• [Your goal]: Find the lines holding the string "Input" in the data, then copy all of them.

• [Supplied material]:
*****
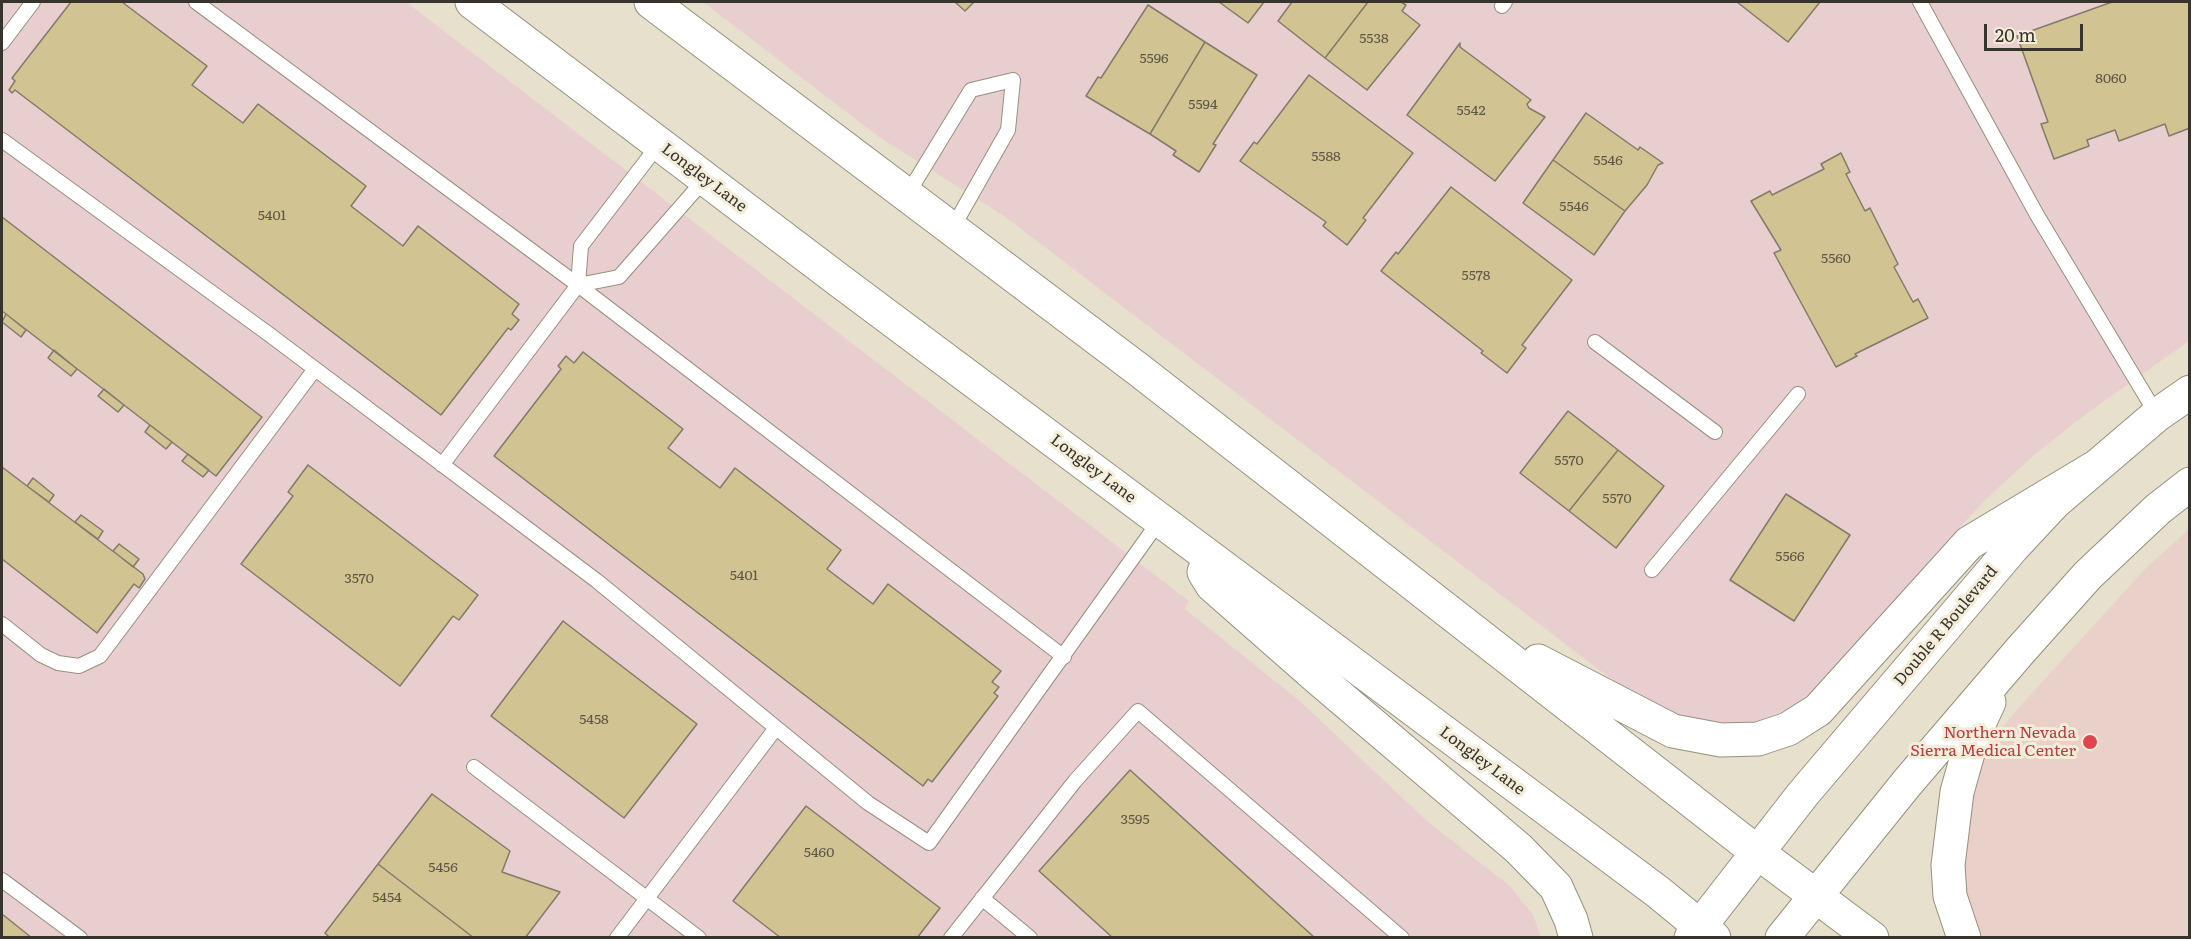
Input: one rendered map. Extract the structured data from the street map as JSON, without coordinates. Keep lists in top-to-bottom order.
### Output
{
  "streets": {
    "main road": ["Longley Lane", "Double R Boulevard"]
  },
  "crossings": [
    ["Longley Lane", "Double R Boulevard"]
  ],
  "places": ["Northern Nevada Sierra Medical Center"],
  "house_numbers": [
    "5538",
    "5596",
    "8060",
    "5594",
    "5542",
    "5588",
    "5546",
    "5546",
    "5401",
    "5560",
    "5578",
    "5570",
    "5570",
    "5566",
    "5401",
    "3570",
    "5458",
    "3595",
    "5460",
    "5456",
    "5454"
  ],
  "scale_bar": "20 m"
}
*****
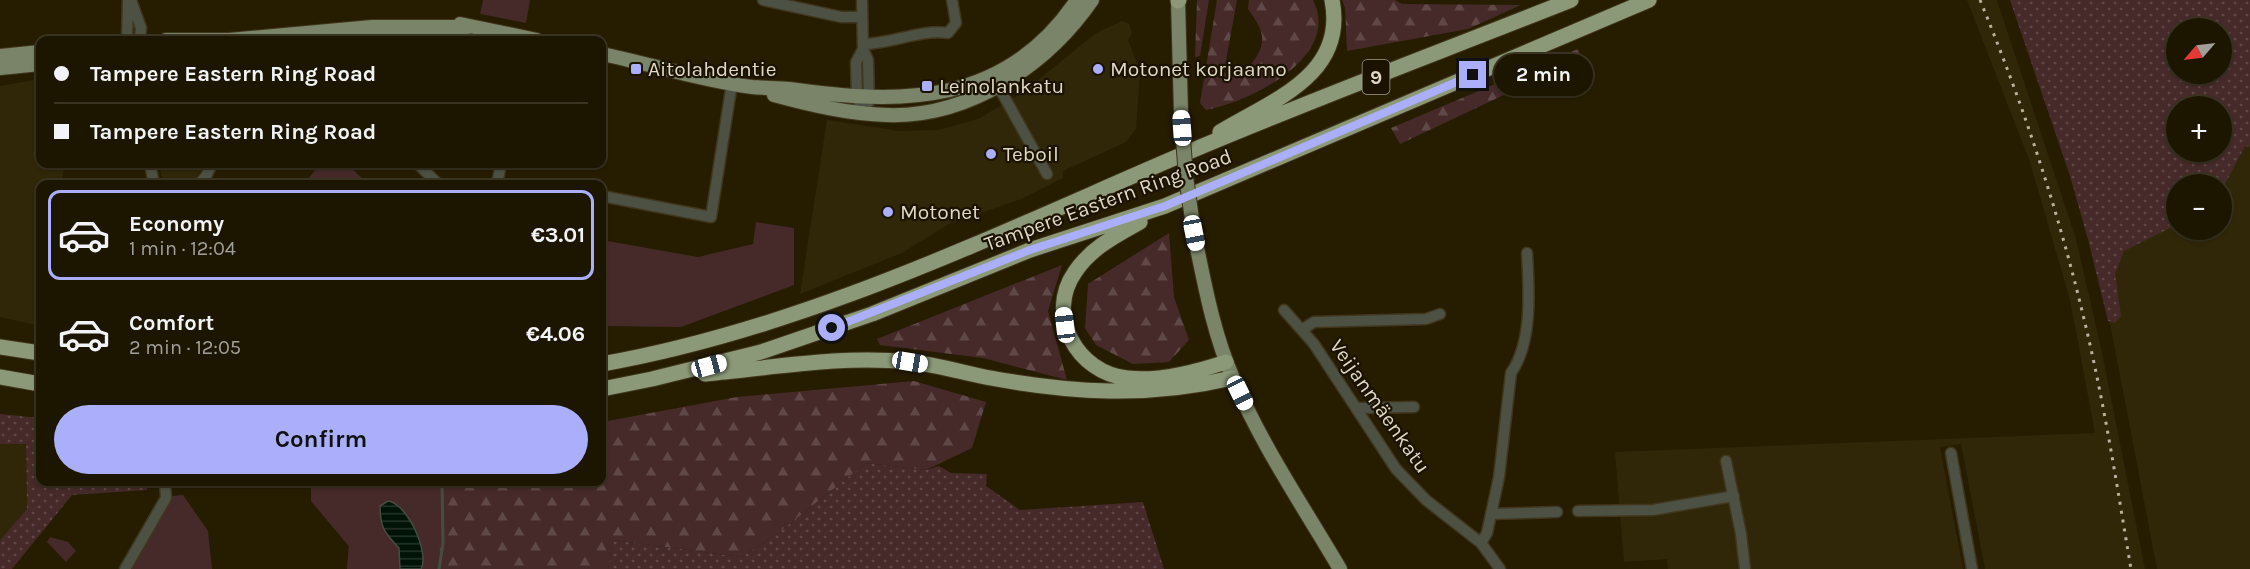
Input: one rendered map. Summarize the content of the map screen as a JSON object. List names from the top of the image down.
*****
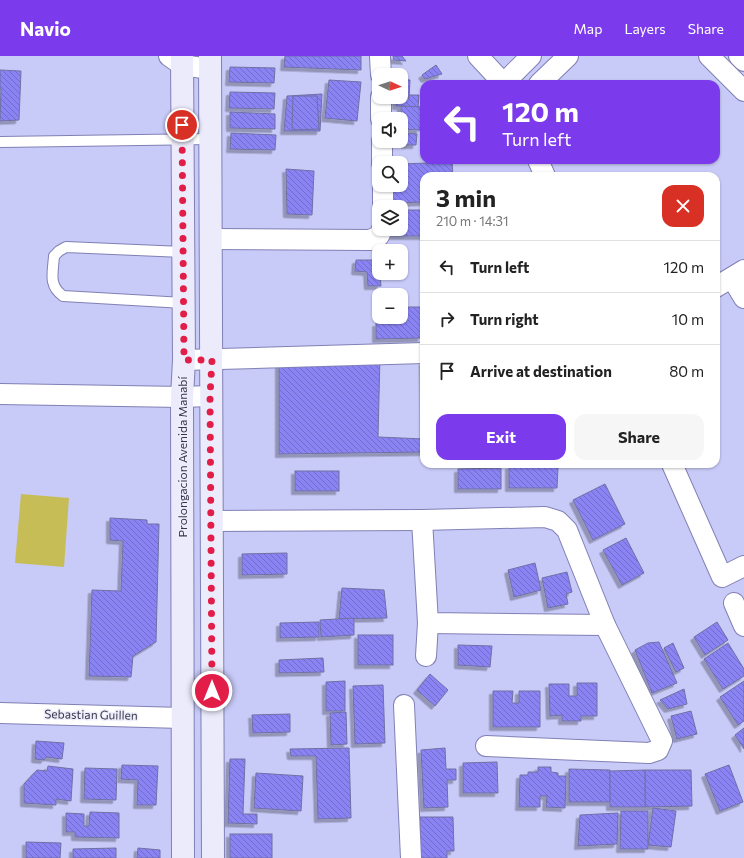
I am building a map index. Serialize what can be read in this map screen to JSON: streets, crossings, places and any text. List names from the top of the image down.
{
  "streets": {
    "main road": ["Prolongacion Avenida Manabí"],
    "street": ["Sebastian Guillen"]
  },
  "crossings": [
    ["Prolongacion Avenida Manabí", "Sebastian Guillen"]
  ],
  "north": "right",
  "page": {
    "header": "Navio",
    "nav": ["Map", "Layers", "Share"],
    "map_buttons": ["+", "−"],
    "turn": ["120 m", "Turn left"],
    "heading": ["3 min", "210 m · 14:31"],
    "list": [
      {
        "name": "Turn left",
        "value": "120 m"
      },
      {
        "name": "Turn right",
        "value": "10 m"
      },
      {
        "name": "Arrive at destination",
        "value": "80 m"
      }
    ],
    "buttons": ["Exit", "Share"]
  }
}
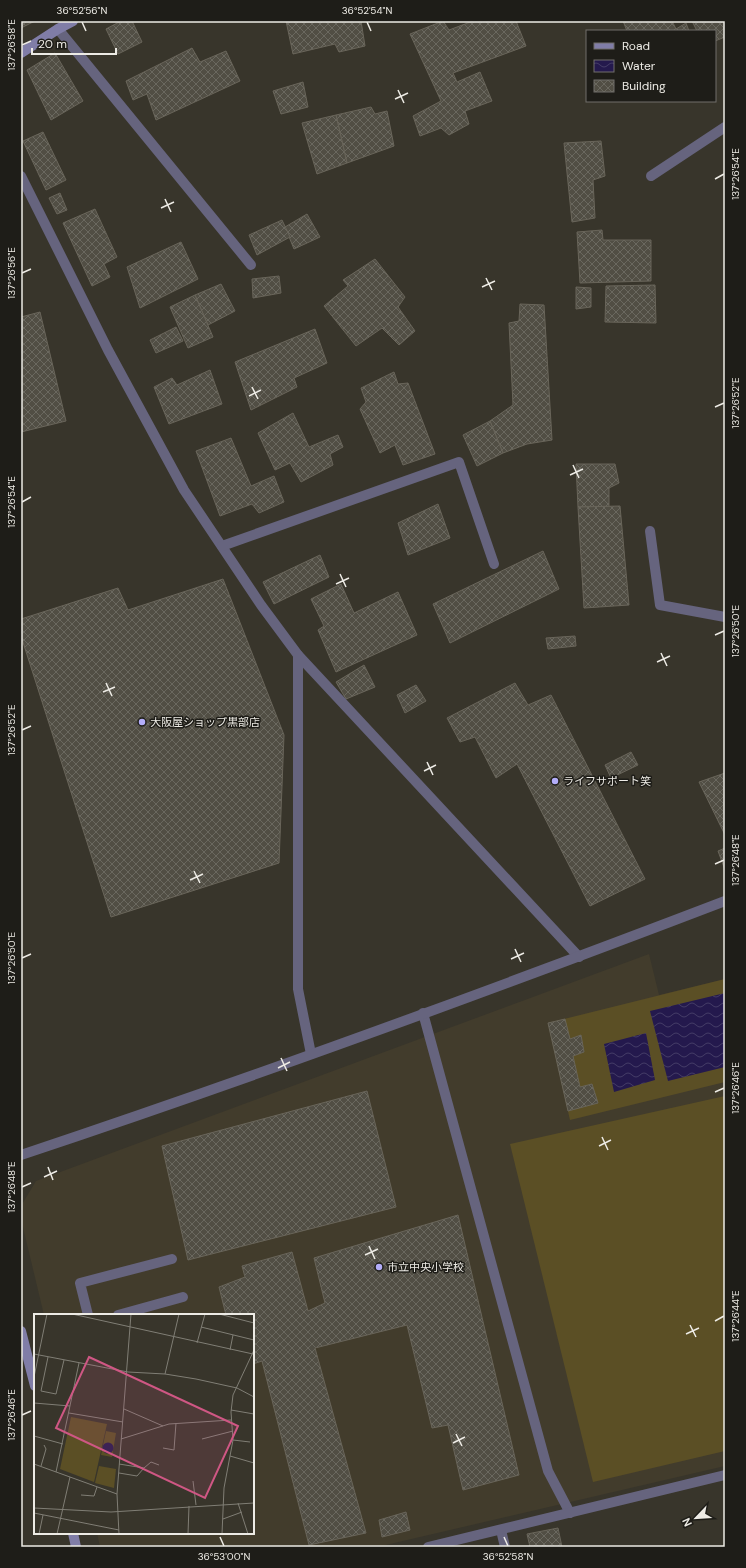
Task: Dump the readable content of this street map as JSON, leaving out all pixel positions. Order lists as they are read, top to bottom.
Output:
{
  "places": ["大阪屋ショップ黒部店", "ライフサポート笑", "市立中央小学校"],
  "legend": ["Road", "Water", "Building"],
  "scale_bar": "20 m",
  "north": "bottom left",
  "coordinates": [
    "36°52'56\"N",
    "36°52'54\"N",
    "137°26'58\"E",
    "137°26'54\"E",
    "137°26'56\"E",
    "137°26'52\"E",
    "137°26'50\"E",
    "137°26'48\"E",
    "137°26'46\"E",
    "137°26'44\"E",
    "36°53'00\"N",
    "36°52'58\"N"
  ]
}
*****
• [Task result]:
Input: one rendered map. Extract the structured data from the street map as JSON, without coordinates. Keep lists in top-to-bottom order.
Input: one rendered map. Summarize the content of the map screen as a JSON object. List names from the top of the image down.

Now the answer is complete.